What you need to do:
Nothing in the data may be changed; retype all of it.

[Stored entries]
<<<<
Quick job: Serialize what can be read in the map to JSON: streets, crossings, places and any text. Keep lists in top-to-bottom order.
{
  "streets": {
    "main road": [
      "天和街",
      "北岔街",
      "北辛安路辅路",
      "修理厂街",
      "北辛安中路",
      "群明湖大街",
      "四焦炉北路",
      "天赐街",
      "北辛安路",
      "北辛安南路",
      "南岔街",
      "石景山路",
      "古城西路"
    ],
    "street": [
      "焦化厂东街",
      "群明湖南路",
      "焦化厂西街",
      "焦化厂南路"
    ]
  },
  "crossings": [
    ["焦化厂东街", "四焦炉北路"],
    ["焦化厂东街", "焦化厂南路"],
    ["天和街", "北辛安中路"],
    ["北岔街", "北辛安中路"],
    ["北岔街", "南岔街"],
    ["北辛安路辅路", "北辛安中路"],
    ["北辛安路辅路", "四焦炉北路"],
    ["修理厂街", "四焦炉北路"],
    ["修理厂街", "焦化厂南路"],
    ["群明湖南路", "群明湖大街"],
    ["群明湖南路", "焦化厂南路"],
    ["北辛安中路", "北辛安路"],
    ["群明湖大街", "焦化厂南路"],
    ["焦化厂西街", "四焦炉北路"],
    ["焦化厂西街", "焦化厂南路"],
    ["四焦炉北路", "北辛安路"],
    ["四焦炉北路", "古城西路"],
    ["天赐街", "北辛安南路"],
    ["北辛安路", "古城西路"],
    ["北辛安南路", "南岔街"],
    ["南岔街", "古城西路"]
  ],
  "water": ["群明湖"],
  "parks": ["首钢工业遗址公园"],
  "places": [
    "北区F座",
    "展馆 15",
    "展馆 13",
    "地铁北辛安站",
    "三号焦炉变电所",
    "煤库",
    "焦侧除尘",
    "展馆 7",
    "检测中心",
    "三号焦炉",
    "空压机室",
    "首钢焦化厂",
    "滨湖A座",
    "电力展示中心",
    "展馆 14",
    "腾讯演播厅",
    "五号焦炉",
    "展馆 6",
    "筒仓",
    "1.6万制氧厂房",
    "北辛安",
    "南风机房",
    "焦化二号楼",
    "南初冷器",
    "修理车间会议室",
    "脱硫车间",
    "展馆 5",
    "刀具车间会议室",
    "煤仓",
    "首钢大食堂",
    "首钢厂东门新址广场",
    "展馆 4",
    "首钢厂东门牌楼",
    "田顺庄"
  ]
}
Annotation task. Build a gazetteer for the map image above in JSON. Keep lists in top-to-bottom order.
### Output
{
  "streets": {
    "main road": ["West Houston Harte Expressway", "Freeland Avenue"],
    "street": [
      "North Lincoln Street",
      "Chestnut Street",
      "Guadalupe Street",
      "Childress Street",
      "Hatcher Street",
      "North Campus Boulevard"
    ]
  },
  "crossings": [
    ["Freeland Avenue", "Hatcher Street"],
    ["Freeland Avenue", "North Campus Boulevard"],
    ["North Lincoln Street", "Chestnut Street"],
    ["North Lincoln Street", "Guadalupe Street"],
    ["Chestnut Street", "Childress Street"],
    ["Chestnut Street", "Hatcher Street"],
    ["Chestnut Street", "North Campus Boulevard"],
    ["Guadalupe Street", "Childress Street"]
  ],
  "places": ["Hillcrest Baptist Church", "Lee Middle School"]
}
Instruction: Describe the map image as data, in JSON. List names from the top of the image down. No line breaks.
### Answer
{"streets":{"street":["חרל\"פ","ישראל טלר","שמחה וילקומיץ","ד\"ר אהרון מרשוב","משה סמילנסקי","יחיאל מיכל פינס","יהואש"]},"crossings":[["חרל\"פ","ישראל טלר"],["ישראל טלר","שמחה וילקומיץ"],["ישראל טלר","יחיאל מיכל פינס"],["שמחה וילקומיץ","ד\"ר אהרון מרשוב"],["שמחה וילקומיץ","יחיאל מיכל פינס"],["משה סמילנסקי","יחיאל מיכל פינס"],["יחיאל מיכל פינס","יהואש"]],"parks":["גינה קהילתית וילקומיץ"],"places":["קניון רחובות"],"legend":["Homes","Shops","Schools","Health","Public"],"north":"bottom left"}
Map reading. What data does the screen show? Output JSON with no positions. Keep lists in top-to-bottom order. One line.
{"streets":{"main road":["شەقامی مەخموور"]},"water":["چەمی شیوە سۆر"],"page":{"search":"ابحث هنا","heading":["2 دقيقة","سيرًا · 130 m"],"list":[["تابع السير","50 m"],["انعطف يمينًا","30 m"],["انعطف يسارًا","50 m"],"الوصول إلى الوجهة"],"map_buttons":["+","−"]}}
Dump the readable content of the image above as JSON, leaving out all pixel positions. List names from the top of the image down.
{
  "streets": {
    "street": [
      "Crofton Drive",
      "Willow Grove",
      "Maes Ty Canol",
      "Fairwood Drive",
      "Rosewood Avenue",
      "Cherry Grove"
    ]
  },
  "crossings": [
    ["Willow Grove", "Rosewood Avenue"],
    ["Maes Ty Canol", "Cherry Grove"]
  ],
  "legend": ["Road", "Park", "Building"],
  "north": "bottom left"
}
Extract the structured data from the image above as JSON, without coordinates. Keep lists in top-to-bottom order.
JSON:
>>>>
Response area:
Quick job: Serialize what can be read in the map to JSON: streets, crossings, places and any text. Keep lists in top-to-bottom order.
{
  "streets": {
    "main road": [
      "天和街",
      "北岔街",
      "北辛安路辅路",
      "修理厂街",
      "北辛安中路",
      "群明湖大街",
      "四焦炉北路",
      "天赐街",
      "北辛安路",
      "北辛安南路",
      "南岔街",
      "石景山路",
      "古城西路"
    ],
    "street": [
      "焦化厂东街",
      "群明湖南路",
      "焦化厂西街",
      "焦化厂南路"
    ]
  },
  "crossings": [
    ["焦化厂东街", "四焦炉北路"],
    ["焦化厂东街", "焦化厂南路"],
    ["天和街", "北辛安中路"],
    ["北岔街", "北辛安中路"],
    ["北岔街", "南岔街"],
    ["北辛安路辅路", "北辛安中路"],
    ["北辛安路辅路", "四焦炉北路"],
    ["修理厂街", "四焦炉北路"],
    ["修理厂街", "焦化厂南路"],
    ["群明湖南路", "群明湖大街"],
    ["群明湖南路", "焦化厂南路"],
    ["北辛安中路", "北辛安路"],
    ["群明湖大街", "焦化厂南路"],
    ["焦化厂西街", "四焦炉北路"],
    ["焦化厂西街", "焦化厂南路"],
    ["四焦炉北路", "北辛安路"],
    ["四焦炉北路", "古城西路"],
    ["天赐街", "北辛安南路"],
    ["北辛安路", "古城西路"],
    ["北辛安南路", "南岔街"],
    ["南岔街", "古城西路"]
  ],
  "water": ["群明湖"],
  "parks": ["首钢工业遗址公园"],
  "places": [
    "北区F座",
    "展馆 15",
    "展馆 13",
    "地铁北辛安站",
    "三号焦炉变电所",
    "煤库",
    "焦侧除尘",
    "展馆 7",
    "检测中心",
    "三号焦炉",
    "空压机室",
    "首钢焦化厂",
    "滨湖A座",
    "电力展示中心",
    "展馆 14",
    "腾讯演播厅",
    "五号焦炉",
    "展馆 6",
    "筒仓",
    "1.6万制氧厂房",
    "北辛安",
    "南风机房",
    "焦化二号楼",
    "南初冷器",
    "修理车间会议室",
    "脱硫车间",
    "展馆 5",
    "刀具车间会议室",
    "煤仓",
    "首钢大食堂",
    "首钢厂东门新址广场",
    "展馆 4",
    "首钢厂东门牌楼",
    "田顺庄"
  ]
}
Annotation task. Build a gazetteer for the map image above in JSON. Keep lists in top-to-bottom order.
### Output
{
  "streets": {
    "main road": ["West Houston Harte Expressway", "Freeland Avenue"],
    "street": [
      "North Lincoln Street",
      "Chestnut Street",
      "Guadalupe Street",
      "Childress Street",
      "Hatcher Street",
      "North Campus Boulevard"
    ]
  },
  "crossings": [
    ["Freeland Avenue", "Hatcher Street"],
    ["Freeland Avenue", "North Campus Boulevard"],
    ["North Lincoln Street", "Chestnut Street"],
    ["North Lincoln Street", "Guadalupe Street"],
    ["Chestnut Street", "Childress Street"],
    ["Chestnut Street", "Hatcher Street"],
    ["Chestnut Street", "North Campus Boulevard"],
    ["Guadalupe Street", "Childress Street"]
  ],
  "places": ["Hillcrest Baptist Church", "Lee Middle School"]
}
Instruction: Describe the map image as data, in JSON. List names from the top of the image down. No line breaks.
### Answer
{"streets":{"street":["חרל\"פ","ישראל טלר","שמחה וילקומיץ","ד\"ר אהרון מרשוב","משה סמילנסקי","יחיאל מיכל פינס","יהואש"]},"crossings":[["חרל\"פ","ישראל טלר"],["ישראל טלר","שמחה וילקומיץ"],["ישראל טלר","יחיאל מיכל פינס"],["שמחה וילקומיץ","ד\"ר אהרון מרשוב"],["שמחה וילקומיץ","יחיאל מיכל פינס"],["משה סמילנסקי","יחיאל מיכל פינס"],["יחיאל מיכל פינס","יהואש"]],"parks":["גינה קהילתית וילקומיץ"],"places":["קניון רחובות"],"legend":["Homes","Shops","Schools","Health","Public"],"north":"bottom left"}
Map reading. What data does the screen show? Output JSON with no positions. Keep lists in top-to-bottom order. One line.
{"streets":{"main road":["شەقامی مەخموور"]},"water":["چەمی شیوە سۆر"],"page":{"search":"ابحث هنا","heading":["2 دقيقة","سيرًا · 130 m"],"list":[["تابع السير","50 m"],["انعطف يمينًا","30 m"],["انعطف يسارًا","50 m"],"الوصول إلى الوجهة"],"map_buttons":["+","−"]}}
Dump the readable content of the image above as JSON, leaving out all pixel positions. List names from the top of the image down.
{
  "streets": {
    "street": [
      "Crofton Drive",
      "Willow Grove",
      "Maes Ty Canol",
      "Fairwood Drive",
      "Rosewood Avenue",
      "Cherry Grove"
    ]
  },
  "crossings": [
    ["Willow Grove", "Rosewood Avenue"],
    ["Maes Ty Canol", "Cherry Grove"]
  ],
  "legend": ["Road", "Park", "Building"],
  "north": "bottom left"
}
Extract the structured data from the image above as JSON, without coordinates. Keep lists in top-to-bottom order.
JSON:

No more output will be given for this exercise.